■ ABOUT THIS EXERCISE:
Check every line of the entries below for "filter", and copy the lines that have it.

■ RECORDS FOR THE EXERCISE:
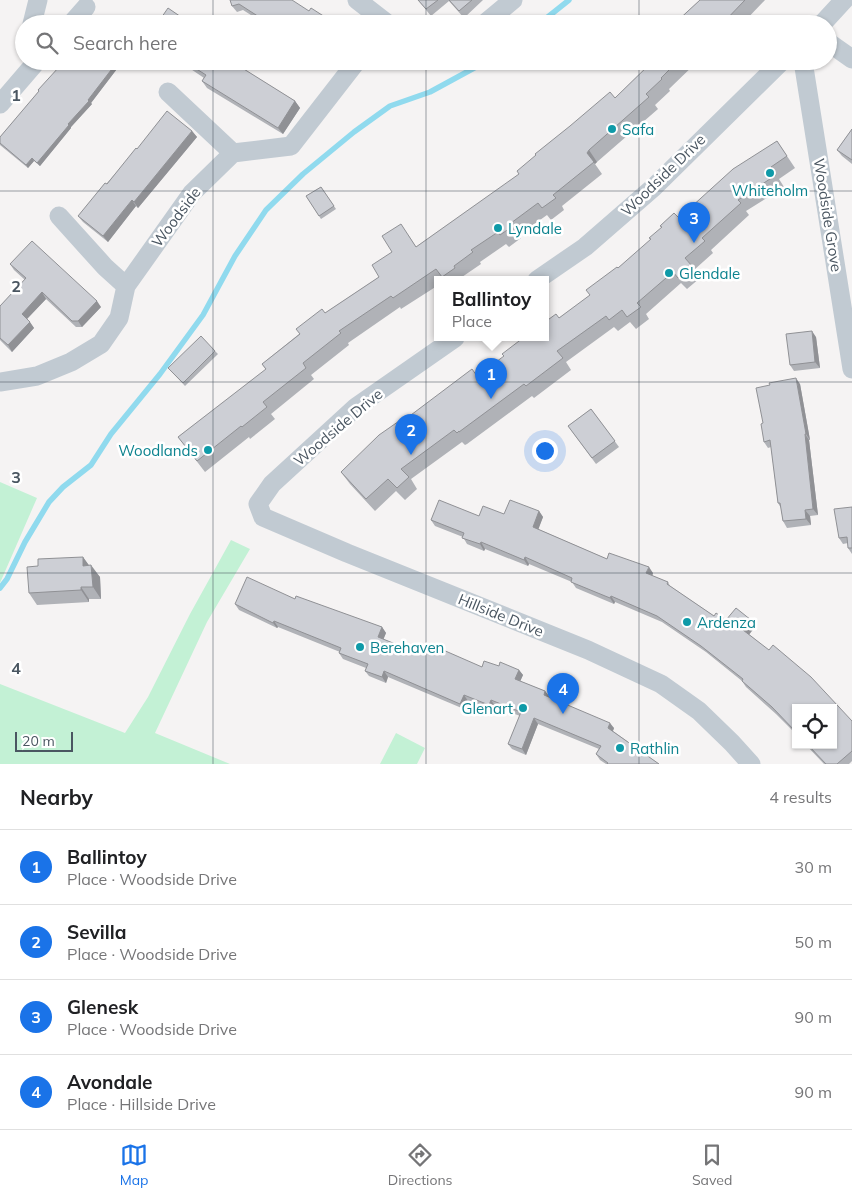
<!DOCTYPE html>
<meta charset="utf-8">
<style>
body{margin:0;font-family:Mulish,sans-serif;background:#f6f6f6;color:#202124}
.controls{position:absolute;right:15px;bottom:15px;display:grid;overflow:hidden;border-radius:0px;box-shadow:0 1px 4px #0004}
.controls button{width:45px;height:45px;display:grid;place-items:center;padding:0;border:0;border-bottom:1px solid #e0e0e0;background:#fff;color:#202124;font:25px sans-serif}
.scale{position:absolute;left:15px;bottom:12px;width:58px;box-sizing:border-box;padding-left:5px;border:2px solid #4a5661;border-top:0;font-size:14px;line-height:18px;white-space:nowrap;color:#4a5661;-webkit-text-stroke:4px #fff;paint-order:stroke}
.you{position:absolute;left:544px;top:450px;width:18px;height:18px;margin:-12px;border:4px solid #fff;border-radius:50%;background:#1a73e8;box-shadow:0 0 0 8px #1a73e833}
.badge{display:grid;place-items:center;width:32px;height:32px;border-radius:50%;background:#1a73e8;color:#fff;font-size:16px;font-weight:700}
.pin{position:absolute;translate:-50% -41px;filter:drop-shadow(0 1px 2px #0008)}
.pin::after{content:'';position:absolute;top:26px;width:18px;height:15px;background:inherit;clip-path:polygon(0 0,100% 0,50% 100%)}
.popup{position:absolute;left:434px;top:276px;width:115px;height:65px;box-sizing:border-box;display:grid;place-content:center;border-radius:0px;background:#fff;filter:drop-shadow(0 1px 4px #0005);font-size:16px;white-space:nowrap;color:#757577}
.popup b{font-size:19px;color:#202124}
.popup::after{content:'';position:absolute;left:50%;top:100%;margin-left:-10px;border:10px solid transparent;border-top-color:#fff}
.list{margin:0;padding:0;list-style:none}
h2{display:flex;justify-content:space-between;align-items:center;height:65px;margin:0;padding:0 20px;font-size:21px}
h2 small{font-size:16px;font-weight:400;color:#757577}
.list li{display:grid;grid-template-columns:32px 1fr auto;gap:15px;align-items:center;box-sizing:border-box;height:75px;padding:0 20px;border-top:1px solid #e0e0e0}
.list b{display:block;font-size:19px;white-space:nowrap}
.list p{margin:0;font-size:16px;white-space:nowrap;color:#757577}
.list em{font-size:16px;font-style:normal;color:#757577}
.icon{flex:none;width:28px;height:28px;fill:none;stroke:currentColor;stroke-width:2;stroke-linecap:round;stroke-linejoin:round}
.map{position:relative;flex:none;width:852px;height:764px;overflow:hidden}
.search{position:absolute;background:#fff;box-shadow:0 1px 4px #0004;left:15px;right:15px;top:15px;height:55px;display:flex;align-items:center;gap:12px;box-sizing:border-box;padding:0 18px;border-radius:28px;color:#757577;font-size:19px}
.sheet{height:365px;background:#fff}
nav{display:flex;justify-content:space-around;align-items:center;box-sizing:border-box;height:70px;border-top:1px solid #e0e0e0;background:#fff;font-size:14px;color:#757577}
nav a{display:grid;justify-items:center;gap:2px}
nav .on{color:#1a73e8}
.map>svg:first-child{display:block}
.green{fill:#c3f1d5}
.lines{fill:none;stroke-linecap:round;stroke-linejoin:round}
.stream{stroke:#90daee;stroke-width:5.5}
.minor{stroke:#c1cad2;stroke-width:19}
.wall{fill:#b0b2b7}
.shaded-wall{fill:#909195}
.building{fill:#cdcfd5;stroke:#909195}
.grid{fill:none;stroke:#4a5661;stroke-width:1;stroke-opacity:0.55}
.culture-dot{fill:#0f9aa8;stroke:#fff;stroke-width:2}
.labels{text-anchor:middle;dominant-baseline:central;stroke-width:5;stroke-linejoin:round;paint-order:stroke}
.culture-label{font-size:15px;fill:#0d838f;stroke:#fff;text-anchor:start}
.street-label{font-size:15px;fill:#4a5661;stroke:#fff}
.grid-label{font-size:16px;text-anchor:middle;font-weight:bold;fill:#4a5661;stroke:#fff;stroke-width:5;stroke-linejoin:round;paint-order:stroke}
</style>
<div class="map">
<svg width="852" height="764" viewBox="0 0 852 764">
<rect width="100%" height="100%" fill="#f5f3f3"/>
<path class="green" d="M 0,482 L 37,498 L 0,583 Z
M 231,540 L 250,549 L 207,622 L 155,733 L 230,764 L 0,764 L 0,684 L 125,733 L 148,697 L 190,614 Z
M 396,733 L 425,748 L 417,764 L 380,764 Z"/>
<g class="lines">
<path class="stream" d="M 539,24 L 569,0
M 0,588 L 7,579 L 25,542 L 49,502 L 63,487 L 91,465 L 111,434 L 160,374 L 203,315 L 235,256 L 266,210 L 303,174 L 354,132 L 390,106 L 430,92 L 487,61"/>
<path class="minor" d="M 357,0 L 388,24
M 32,24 L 38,0
M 71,24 L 86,7
M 484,24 L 513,0
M 822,24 L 844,0
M 828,42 L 852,59
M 803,61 L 852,369
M 168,92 L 233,153
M 0,104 L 37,61
M 59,216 L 105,267 L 126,286
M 537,280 L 585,247 L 654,187 L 782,61
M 455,338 L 356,407 L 272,484 L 258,504 L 263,517 L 347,553 L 588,650 L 661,684 L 699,711 L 732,743 L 751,764
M 0,382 L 37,376 L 71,362 L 101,344 L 119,318 L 126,286 L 192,193 L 233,153 L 291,146 L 357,61"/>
</g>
<path class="wall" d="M 230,0 L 309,11 L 336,24 L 265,24 L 243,10 L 237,12 L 232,6 Z
M 418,0 L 483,0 L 464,18 L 449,1 L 431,16 Z
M 700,0 L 765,0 L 742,24 L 674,24 Z
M 61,61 L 123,61 L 91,103 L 92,104 L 71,127 L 71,128 L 40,166 L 34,161 L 28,168 L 0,145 L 0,137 L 59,68 L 58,66 Z
M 179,61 L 231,61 L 295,101 L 300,108 L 283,134 L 207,88 L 202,81 L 204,78 Z
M 653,61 L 698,61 L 669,89 L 670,91 L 655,105 L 658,109 L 597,162 L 595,164 L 602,174 L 562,206 L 564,210 L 551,220 L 547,215 L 519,235 L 521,238 L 509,247 L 506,244 L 480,262 L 481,264 L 462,277 L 463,279 L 462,280 L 437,280 L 437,286 L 401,309 L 400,307 L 348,343 L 349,345 L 311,375 L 314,379 L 271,414 L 275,419 L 250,439 L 249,437 L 205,472 L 178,437 L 266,370 L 262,364 L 325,313 L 379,277 L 392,252 L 409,236 L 416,247 L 519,175 L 615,98 Z
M 852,129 L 852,164 L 842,156 L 837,150 Z
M 192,131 L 197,137 L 138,208 L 136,206 L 108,242 L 83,222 L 78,216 L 137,149 Z
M 777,141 L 795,168 L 779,179 L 784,187 L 746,211 L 749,215 L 711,250 L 713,253 L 694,270 L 700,278 L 687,289 L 681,283 L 646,314 L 649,319 L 636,329 L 630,322 L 618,331 L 614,327 L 566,362 L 571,370 L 534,398 L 532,396 L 467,444 L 465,445 L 462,442 L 411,479 L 417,489 L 405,500 L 396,491 L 375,511 L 350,484 L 341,472 L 403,421 L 477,376 L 590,296 L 618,268 L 679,218 Z
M 321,187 L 336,209 L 321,219 L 306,196 Z
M 10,264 L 101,307 L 82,327 L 76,327 L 46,299 L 27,319 L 34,328 L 12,352 L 0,340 L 0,306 L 25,280 L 14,270 Z
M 816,337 L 820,368 L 794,371 L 790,365 Z
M 215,351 L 218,354 L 185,386 L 168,368 Z
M 800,384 L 810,440 L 809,440 L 818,515 L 810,516 L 811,525 L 787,528 L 783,521 L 781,508 L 778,503 L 771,447 L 768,448 L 764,442 L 763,423 Z
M 591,409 L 619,447 L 596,464 L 568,426 Z
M 852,507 L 852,554 L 848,548 L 848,543 L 843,544 L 839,538 Z
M 539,511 L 543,517 L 538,529 L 607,559 L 653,573 L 652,576 L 668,582 L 670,586 L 714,616 L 726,620 L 751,620 L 755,627 L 749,634 L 852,721 L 852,761 L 849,764 L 824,764 L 806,745 L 833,745 L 796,708 L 796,734 L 776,714 L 746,687 L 742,681 L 706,652 L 662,622 L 615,602 L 614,604 L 576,588 L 572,582 L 529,564 L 528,566 L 485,549 L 484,551 L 467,544 L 463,537 L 435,526 L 431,520 Z
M 83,557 L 89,566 L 100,577 L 101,599 L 89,599 L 89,602 L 37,605 L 29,593 L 38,566 Z
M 295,599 L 382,627 L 386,633 L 383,639 L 413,651 L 432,651 L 482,667 L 499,666 L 519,670 L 523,675 L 520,681 L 545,691 L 549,697 L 614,728 L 613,731 L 659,764 L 606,764 L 600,760 L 596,754 L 599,749 L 538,724 L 526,755 L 512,749 L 508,744 L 520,716 L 495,706 L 493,711 L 468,701 L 464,709 L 388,677 L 386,683 L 369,676 L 365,671 L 366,668 L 343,659 L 339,653 L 340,652 L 278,627 L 277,628 L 239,610 L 235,604 Z"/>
<path class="shaded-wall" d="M 184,19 L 187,24 L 182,24 L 181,22 Z
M 118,61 L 123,61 L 91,103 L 92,104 L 71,127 L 71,128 L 40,166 L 37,163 L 88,100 Z
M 295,101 L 300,108 L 283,134 L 278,128 Z
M 192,131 L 197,137 L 138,208 L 134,202 Z
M 589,150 L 597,162 L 595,164 L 587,153 Z
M 32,158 L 34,161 L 28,168 L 26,165 Z
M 132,200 L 136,206 L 108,242 L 103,236 Z
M 42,292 L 46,299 L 26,320 L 22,314 Z
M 97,301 L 101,307 L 82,327 L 78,321 Z
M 30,322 L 34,328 L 12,352 L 8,345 Z
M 812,331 L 816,337 L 820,368 L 815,362 Z
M 796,378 L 800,384 L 810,440 L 806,434 Z
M 805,434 L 809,440 L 818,515 L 813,509 Z
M 805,510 L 810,516 L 811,525 L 806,519 Z
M 539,511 L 543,517 L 537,533 L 533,527 Z
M 481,542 L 485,549 L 484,551 L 480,544 Z
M 83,557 L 91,568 L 83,566 Z
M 525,557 L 529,564 L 528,566 L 524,560 Z
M 91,565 L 100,577 L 101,599 L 93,587 Z
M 649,567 L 653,573 L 651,580 L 646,573 Z
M 81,587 L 89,599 L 89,602 L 81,590 Z
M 611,596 L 615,602 L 614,604 L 610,598 Z
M 751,620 L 755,627 L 748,636 L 743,630 Z
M 274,621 L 278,627 L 277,628 L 273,623 Z
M 382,627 L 386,633 L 382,643 L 378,637 Z
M 519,670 L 523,675 L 519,684 L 515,679 Z
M 384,671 L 388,677 L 386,683 L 382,677 Z
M 545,691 L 549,696 L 548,700 L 544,695 Z
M 464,695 L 468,701 L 464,709 L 460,704 Z
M 491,700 L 495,706 L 493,711 L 489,705 Z
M 534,718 L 538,724 L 526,755 L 522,749 Z
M 610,723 L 614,728 L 612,733 L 608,728 Z"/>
<path class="building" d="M 230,0 L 292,0 L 309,11 L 311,8 L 336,24 L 270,24 L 239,4 L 232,6 Z
M 418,0 L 438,0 L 426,9 Z
M 449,0 L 472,0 L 459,11 Z
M 700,0 L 745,0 L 722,24 L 674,24 Z
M 168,8 L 184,19 L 181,22 L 184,24 L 157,24 Z
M 61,61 L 118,61 L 88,100 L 89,101 L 68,124 L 69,125 L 37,163 L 32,158 L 26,165 L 0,143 L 0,137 L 39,91 L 38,90 L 59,67 L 58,66 Z
M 184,61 L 231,61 L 295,101 L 278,128 L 202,81 L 206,75 Z
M 653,61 L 678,61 L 661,78 L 662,79 L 646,94 L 649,97 L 589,150 L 587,153 L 594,162 L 553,195 L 556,198 L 542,208 L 538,203 L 511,223 L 513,226 L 500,235 L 498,232 L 471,250 L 473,252 L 454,266 L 455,268 L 442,277 L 436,269 L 393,298 L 391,296 L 339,331 L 341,333 L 303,363 L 306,368 L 263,402 L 267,407 L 242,427 L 241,426 L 197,461 L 178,437 L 266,369 L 262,364 L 300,334 L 296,329 L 322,309 L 325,313 L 379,277 L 372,265 L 392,252 L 382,236 L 401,224 L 416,247 L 519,174 L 517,171 L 536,155 L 535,154 L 570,126 L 610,92 L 615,98 Z
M 167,111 L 192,131 L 134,202 L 132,200 L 103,236 L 78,216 L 105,183 L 107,184 L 136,148 L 137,149 Z
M 852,129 L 852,160 L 837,150 Z
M 777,141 L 787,156 L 771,167 L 776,175 L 738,200 L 741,203 L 702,238 L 705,241 L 685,258 L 692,266 L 678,278 L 673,272 L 637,303 L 641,307 L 627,317 L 622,310 L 609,320 L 606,316 L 557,351 L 563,358 L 526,386 L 524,384 L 459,432 L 459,431 L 457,433 L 454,430 L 401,469 L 409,477 L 397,488 L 388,479 L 366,499 L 341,472 L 379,435 L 402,419 L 403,421 L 472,369 L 477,376 L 504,356 L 502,354 L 523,338 L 545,338 L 545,322 L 556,314 L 559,318 L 590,295 L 586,290 L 617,267 L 618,268 L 651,239 L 649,238 L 662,227 L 660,226 L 674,213 L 679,218 L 733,169 Z
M 321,187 L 334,206 L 319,216 L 306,196 Z
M 32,241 L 97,301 L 78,321 L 72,321 L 42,292 L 22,314 L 30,322 L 8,345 L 0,338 L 0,306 L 26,278 L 10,264 Z
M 812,331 L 815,362 L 790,365 L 786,334 Z
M 201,336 L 215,351 L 183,383 L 168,368 Z
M 796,378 L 806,434 L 805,434 L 813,509 L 805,510 L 806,519 L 783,521 L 780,503 L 778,503 L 770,440 L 764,442 L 761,424 L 763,423 L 756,388 L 770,385 L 769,383 Z
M 591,409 L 615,441 L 592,458 L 568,426 Z
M 439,500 L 479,516 L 483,506 L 504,514 L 510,500 L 539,511 L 533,527 L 607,559 L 609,553 L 649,567 L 646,573 L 668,582 L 667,584 L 714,616 L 716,613 L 726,620 L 736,608 L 751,620 L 743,630 L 769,650 L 773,645 L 811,677 L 852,721 L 852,751 L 837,764 L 826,764 L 808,745 L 833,745 L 833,708 L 796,708 L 796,732 L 772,707 L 742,681 L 743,679 L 701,646 L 657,616 L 611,596 L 610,598 L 571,582 L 572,578 L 525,557 L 524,560 L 481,542 L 480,544 L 462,538 L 464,533 L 431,520 Z
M 852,507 L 852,548 L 848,548 L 847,537 L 839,538 L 834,509 Z
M 83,557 L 83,566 L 91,565 L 93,587 L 81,587 L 81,590 L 29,593 L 27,567 L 38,566 L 38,559 Z
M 247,577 L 295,599 L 296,596 L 382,627 L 378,637 L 413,651 L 416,644 L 432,651 L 434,646 L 482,667 L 484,661 L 499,666 L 500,662 L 519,670 L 515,679 L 545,691 L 544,695 L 610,723 L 608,728 L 659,764 L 607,764 L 608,763 L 596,754 L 601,746 L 534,718 L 522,749 L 508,744 L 521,712 L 491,700 L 489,705 L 464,695 L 460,704 L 384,671 L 382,677 L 365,671 L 368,664 L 339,653 L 341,648 L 274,621 L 273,623 L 235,604 Z"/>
<path class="grid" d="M 213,0 L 213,24M 426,0 L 426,24M 639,0 L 639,24M 213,61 L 213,764M 426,61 L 426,764M 639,61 L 639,764M 0,191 L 852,191M 0,382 L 852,382M 0,573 L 852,573"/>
<g class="culture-dot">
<circle cx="612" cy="129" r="5"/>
<circle cx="770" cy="173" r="5"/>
<circle cx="498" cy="228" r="5"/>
<circle cx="669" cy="273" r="5"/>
<circle cx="208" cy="450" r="5"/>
<circle cx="687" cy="622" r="5"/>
<circle cx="360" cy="647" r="5"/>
<circle cx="523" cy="708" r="5"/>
<circle cx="620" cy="748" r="5"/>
</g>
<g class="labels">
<g class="culture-label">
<text x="622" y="129">Safa</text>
<text x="770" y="190" text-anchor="middle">Whiteholm</text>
<text x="508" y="228">Lyndale</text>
<text x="679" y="273">Glendale</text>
<text x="198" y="450" text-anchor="end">Woodlands</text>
<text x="697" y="622">Ardenza</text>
<text x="370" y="647">Berehaven</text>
<text x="513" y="708" text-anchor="end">Glenart</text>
<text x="630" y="748">Rathlin</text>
</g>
<g class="street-label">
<text transform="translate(663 175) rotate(-44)">Woodside Drive</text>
<text transform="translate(828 215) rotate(81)">Woodside Grove</text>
<text transform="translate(176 217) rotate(-53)">Woodside</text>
<text transform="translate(338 427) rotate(-40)">Woodside Drive</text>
<text transform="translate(501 615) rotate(22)">Hillside Drive</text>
</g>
</g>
<g class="grid-label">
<text x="16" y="101">1</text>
<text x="16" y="292">2</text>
<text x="16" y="483">3</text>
<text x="16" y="674">4</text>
</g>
</svg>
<div class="controls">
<button><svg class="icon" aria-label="locate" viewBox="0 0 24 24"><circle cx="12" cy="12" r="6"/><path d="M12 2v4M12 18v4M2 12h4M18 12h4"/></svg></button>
</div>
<div class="scale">20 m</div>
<div class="you"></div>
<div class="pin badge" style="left:491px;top:399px">1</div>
<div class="popup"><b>Ballintoy</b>Place</div>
<div class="pin badge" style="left:411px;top:455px">2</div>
<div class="pin badge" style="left:694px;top:243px">3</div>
<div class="pin badge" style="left:563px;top:714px">4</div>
<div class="search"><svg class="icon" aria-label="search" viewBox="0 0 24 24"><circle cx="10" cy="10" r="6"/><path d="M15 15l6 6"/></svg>Search here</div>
</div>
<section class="sheet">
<h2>Nearby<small>4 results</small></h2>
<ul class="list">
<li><span class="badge">1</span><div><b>Ballintoy</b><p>Place · Woodside Drive</p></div><em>30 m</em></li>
<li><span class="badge">2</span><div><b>Sevilla</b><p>Place · Woodside Drive</p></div><em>50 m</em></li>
<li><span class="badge">3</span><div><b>Glenesk</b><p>Place · Woodside Drive</p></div><em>90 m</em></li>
<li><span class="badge">4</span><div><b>Avondale</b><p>Place · Hillside Drive</p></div><em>90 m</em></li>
</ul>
</section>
<nav>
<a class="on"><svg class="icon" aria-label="map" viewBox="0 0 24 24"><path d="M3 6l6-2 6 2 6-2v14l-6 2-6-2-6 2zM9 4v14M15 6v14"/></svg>Map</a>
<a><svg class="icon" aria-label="directions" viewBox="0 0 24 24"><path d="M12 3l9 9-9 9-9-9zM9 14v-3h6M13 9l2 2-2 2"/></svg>Directions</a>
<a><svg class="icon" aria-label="saved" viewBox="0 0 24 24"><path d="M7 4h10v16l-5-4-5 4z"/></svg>Saved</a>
</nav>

■ OUTPUT BELOW:
.pin{position:absolute;translate:-50% -41px;filter:drop-shadow(0 1px 2px #0008)}
.popup{position:absolute;left:434px;top:276px;width:115px;height:65px;box-sizing:border-box;display:grid;place-content:center;border-radius:0px;background:#fff;filter:drop-shadow(0 1px 4px #0005);font-size:16px;white-space:nowrap;color:#757577}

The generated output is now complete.